First hurricane of the season hits Mexico

Cyclone Agatha is unusually strong for the time of year. Severe flooding is expected.

Motorists struggle through flooded streets in Tehuantepec, Mexico.

Luis Villalobos/EPA

(dpa)

The first hurricane of the season has made landfall on Mexico’s Pacific coast with unusual strength. The center of Cyclone Agatha reached the coast of the state of Oaxaca on Monday afternoon (local time) as a hurricane of level two out of five near the seaside resort of Puerto Ángel, as the American hurricane center NHC announced. The storm was therefore traveling in a northeasterly direction with sustained wind speeds of up to 165 kilometers per hour. It was the strongest hurricane since records began in 1949, making landfall on Mexico’s Pacific coast in May.
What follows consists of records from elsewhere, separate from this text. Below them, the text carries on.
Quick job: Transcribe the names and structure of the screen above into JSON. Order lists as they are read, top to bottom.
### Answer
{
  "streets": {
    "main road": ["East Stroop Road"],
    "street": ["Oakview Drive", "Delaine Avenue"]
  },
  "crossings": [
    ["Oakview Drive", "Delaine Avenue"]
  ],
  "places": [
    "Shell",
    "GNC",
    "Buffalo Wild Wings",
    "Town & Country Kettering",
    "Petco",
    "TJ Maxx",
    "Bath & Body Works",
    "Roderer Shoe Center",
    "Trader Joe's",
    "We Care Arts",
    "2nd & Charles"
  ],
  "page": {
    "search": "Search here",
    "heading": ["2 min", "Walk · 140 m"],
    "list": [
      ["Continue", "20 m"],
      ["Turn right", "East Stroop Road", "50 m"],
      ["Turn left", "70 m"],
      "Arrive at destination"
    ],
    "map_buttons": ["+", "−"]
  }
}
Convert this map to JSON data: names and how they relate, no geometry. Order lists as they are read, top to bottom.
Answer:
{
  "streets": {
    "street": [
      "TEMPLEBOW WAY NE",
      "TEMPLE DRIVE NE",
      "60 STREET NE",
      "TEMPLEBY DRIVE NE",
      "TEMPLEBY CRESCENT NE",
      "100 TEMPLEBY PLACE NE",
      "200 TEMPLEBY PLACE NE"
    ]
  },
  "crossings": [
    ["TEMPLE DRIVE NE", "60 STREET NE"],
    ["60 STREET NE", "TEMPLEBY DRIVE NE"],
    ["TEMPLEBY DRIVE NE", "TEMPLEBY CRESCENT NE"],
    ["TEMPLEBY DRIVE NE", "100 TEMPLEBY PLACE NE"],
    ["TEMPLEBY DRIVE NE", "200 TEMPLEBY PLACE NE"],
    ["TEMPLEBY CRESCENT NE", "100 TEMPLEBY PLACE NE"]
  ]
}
According to the information, extremely dangerous floods were expected. Heavy rainfall could trigger life-threatening flash floods and mudslides in the states of Oaxaca and Chiapas, it said. The national civil protection authority CNPC had declared the highest warning level for the south and east of Oaxaca. The governor of the southern Mexican state, Alejandro Murat, called on people in a video message on Twitter to get to safety.

The hurricane season runs from May 15 to November 30 in the Pacific and June 1 to November 30 in the Atlantic. The American environmental agency NOAA, to which the NHC belongs, predicted the seventh consecutive above-average active season in the Atlantic this year. The reasons include the effects of the La Niña weather phenomenon and high temperatures on the water surface. However, below-average activity is most likely in the Pacific. According to experts, climate change is likely to cause tropical cyclones to become more intense.